ACTIVITY ▸
Give the listing again word for word, excluding the pictures it contains.

PROVIDED DATA ▸
◆ ◆ ◆ ◆ ◆ ◆ ◆

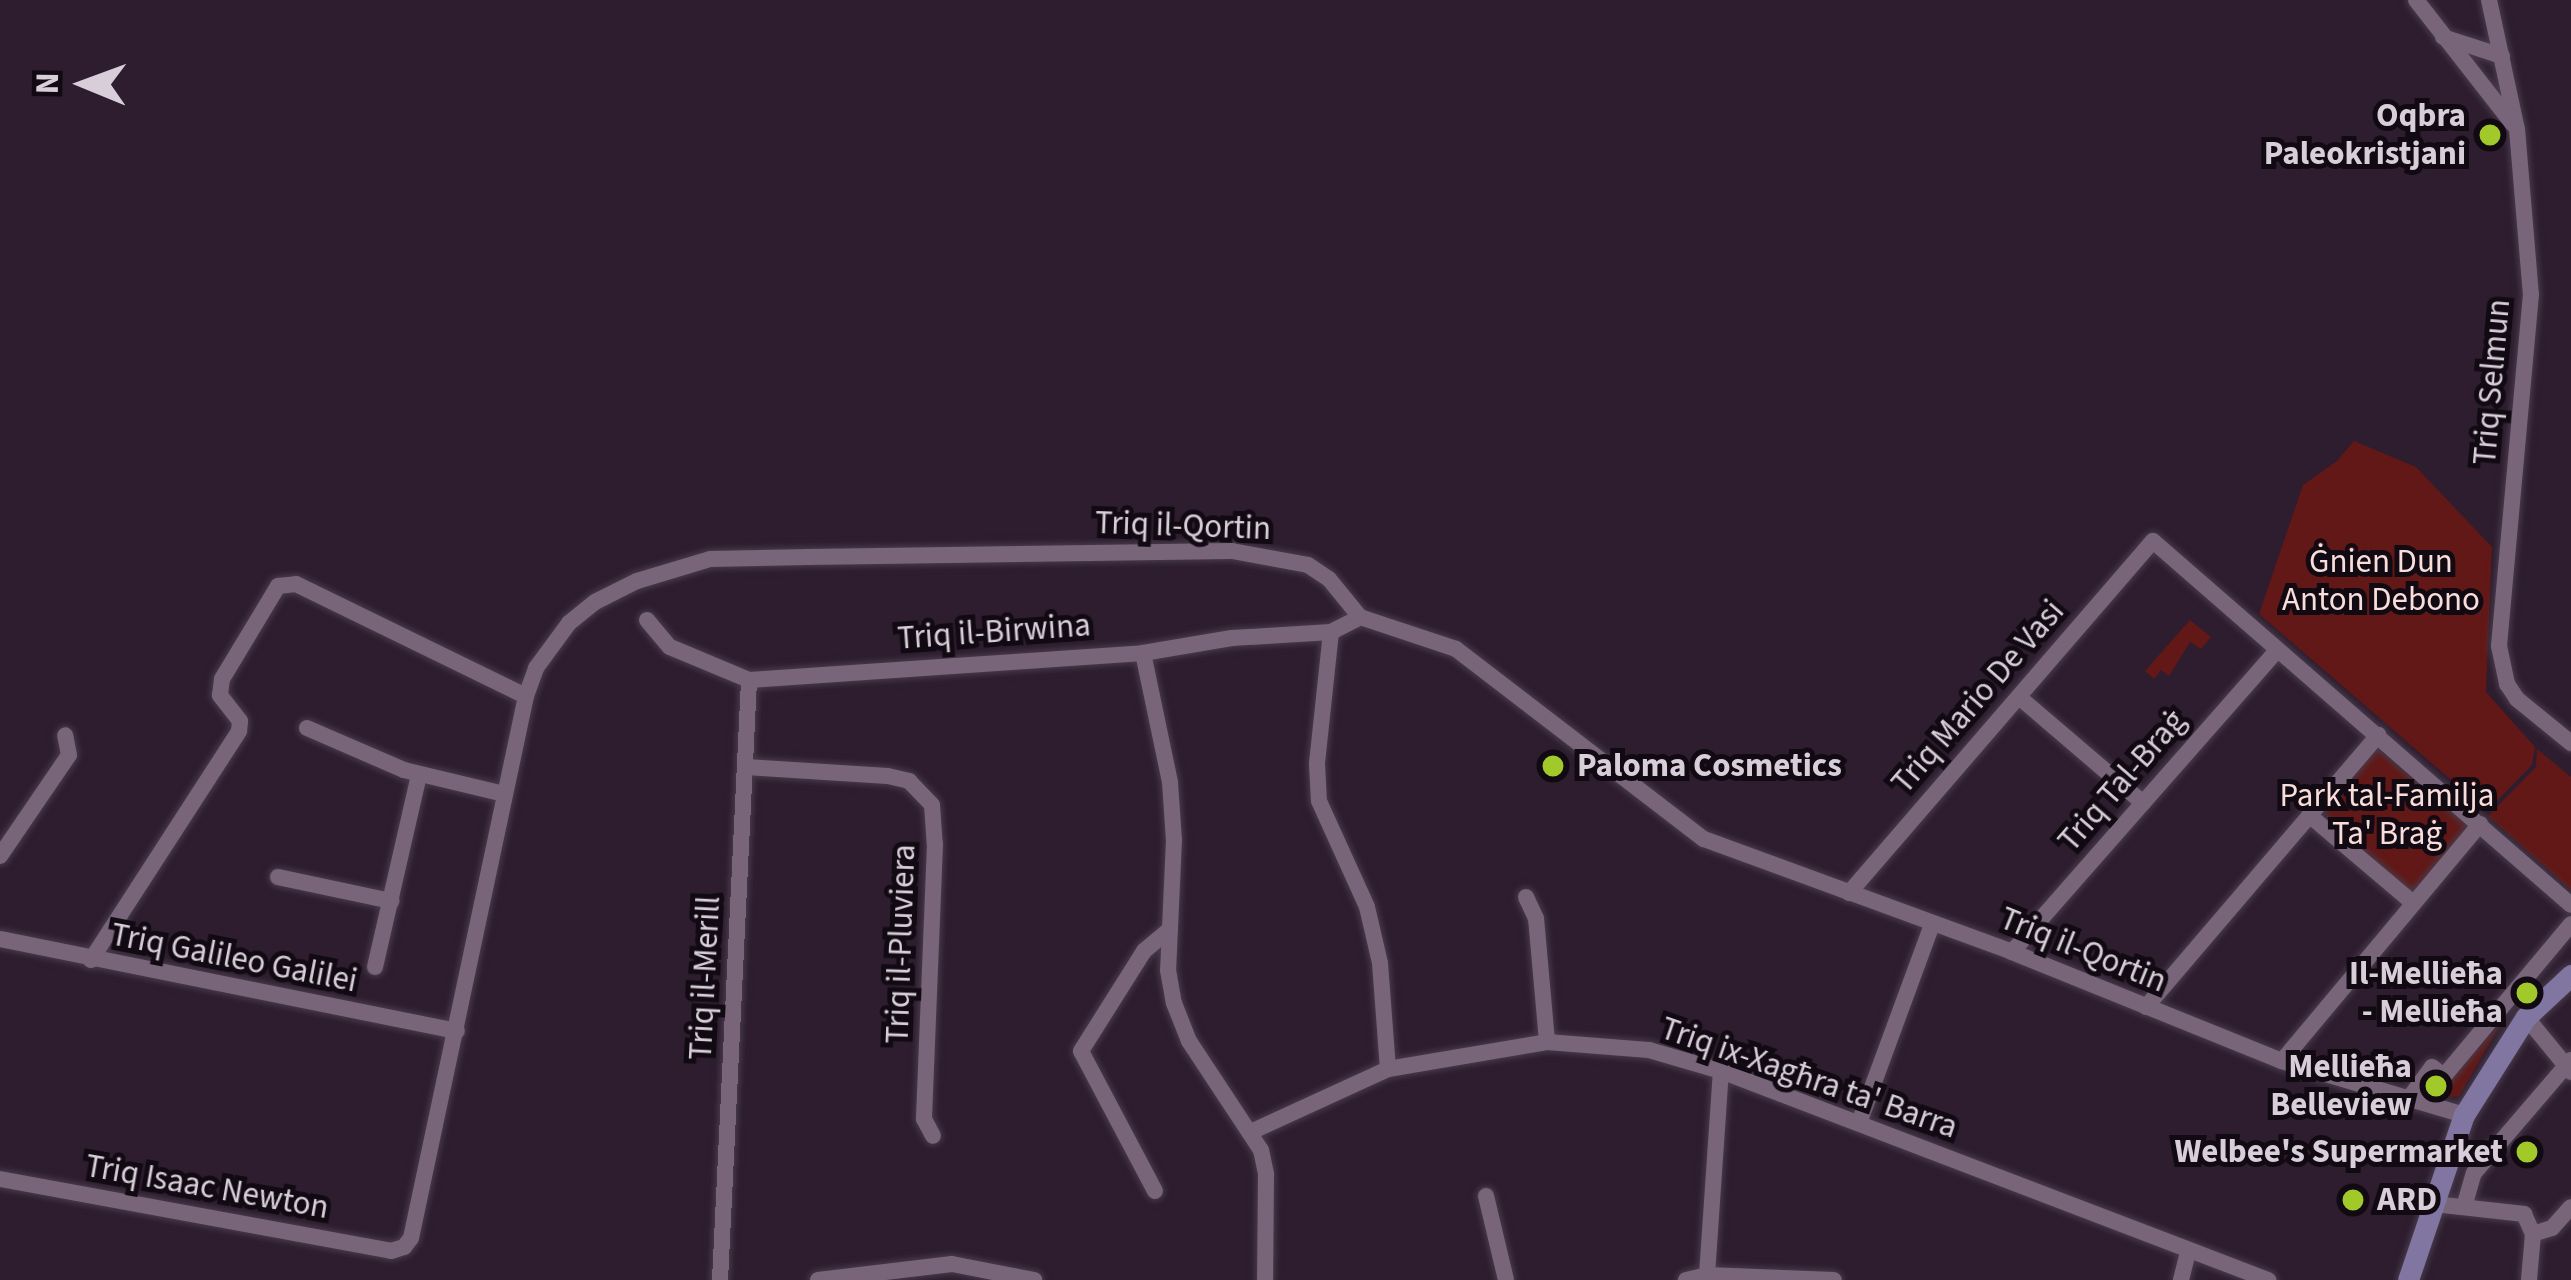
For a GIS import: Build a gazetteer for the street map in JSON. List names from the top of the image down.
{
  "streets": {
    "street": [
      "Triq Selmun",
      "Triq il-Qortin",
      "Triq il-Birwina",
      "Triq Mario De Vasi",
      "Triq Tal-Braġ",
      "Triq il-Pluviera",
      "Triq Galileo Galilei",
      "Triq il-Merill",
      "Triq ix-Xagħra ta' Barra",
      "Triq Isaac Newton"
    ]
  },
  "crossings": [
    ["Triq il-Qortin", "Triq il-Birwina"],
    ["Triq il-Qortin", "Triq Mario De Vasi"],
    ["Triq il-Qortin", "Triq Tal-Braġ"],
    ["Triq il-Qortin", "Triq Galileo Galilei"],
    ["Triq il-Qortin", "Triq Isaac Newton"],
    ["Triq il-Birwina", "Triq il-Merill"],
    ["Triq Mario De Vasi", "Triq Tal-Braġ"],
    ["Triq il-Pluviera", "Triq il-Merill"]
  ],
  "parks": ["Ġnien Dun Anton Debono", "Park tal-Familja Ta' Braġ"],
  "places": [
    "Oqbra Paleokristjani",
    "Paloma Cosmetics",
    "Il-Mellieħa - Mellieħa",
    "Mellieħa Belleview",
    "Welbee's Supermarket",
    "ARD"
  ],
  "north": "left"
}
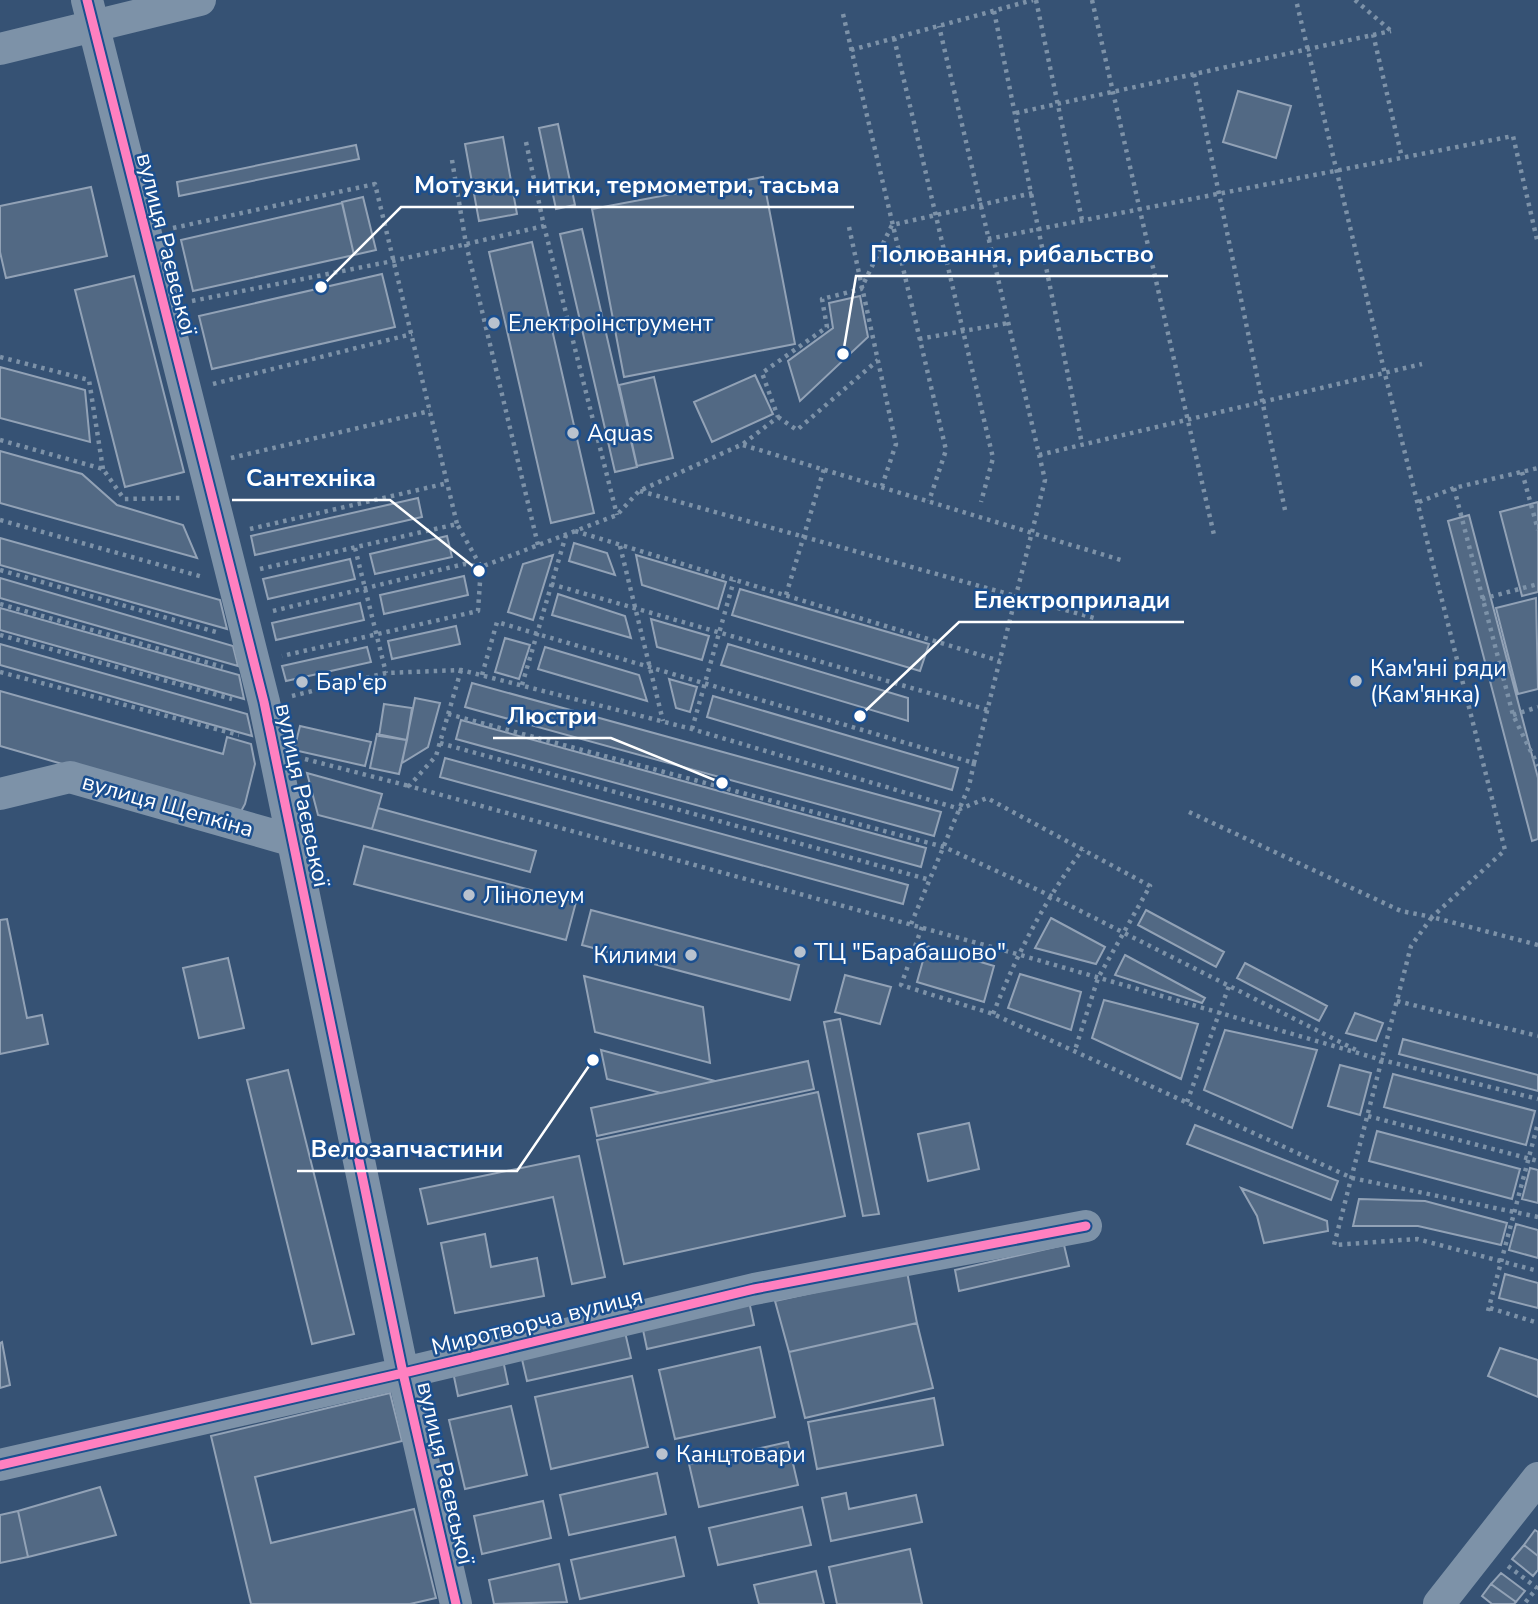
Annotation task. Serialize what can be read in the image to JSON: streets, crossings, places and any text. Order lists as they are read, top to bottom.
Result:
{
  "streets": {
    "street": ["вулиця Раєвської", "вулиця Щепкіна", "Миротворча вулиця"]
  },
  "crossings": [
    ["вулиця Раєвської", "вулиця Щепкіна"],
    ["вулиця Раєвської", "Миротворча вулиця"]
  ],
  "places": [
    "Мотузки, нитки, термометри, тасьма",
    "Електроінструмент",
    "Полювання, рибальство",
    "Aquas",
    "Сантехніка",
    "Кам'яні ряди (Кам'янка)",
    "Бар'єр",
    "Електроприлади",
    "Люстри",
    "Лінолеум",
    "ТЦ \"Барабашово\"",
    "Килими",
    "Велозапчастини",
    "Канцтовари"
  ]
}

◆ ◆ ◆ ◆ ◆ ◆ ◆

WRITTEN RESPONSE ▸
For a GIS import: Build a gazetteer for the street map in JSON. List names from the top of the image down.
{
  "streets": {
    "street": [
      "Triq Selmun",
      "Triq il-Qortin",
      "Triq il-Birwina",
      "Triq Mario De Vasi",
      "Triq Tal-Braġ",
      "Triq il-Pluviera",
      "Triq Galileo Galilei",
      "Triq il-Merill",
      "Triq ix-Xagħra ta' Barra",
      "Triq Isaac Newton"
    ]
  },
  "crossings": [
    ["Triq il-Qortin", "Triq il-Birwina"],
    ["Triq il-Qortin", "Triq Mario De Vasi"],
    ["Triq il-Qortin", "Triq Tal-Braġ"],
    ["Triq il-Qortin", "Triq Galileo Galilei"],
    ["Triq il-Qortin", "Triq Isaac Newton"],
    ["Triq il-Birwina", "Triq il-Merill"],
    ["Triq Mario De Vasi", "Triq Tal-Braġ"],
    ["Triq il-Pluviera", "Triq il-Merill"]
  ],
  "parks": ["Ġnien Dun Anton Debono", "Park tal-Familja Ta' Braġ"],
  "places": [
    "Oqbra Paleokristjani",
    "Paloma Cosmetics",
    "Il-Mellieħa - Mellieħa",
    "Mellieħa Belleview",
    "Welbee's Supermarket",
    "ARD"
  ],
  "north": "left"
}
Annotation task. Serialize what can be read in the image to JSON: streets, crossings, places and any text. Order lists as they are read, top to bottom.
Result:
{
  "streets": {
    "street": ["вулиця Раєвської", "вулиця Щепкіна", "Миротворча вулиця"]
  },
  "crossings": [
    ["вулиця Раєвської", "вулиця Щепкіна"],
    ["вулиця Раєвської", "Миротворча вулиця"]
  ],
  "places": [
    "Мотузки, нитки, термометри, тасьма",
    "Електроінструмент",
    "Полювання, рибальство",
    "Aquas",
    "Сантехніка",
    "Кам'яні ряди (Кам'янка)",
    "Бар'єр",
    "Електроприлади",
    "Люстри",
    "Лінолеум",
    "ТЦ \"Барабашово\"",
    "Килими",
    "Велозапчастини",
    "Канцтовари"
  ]
}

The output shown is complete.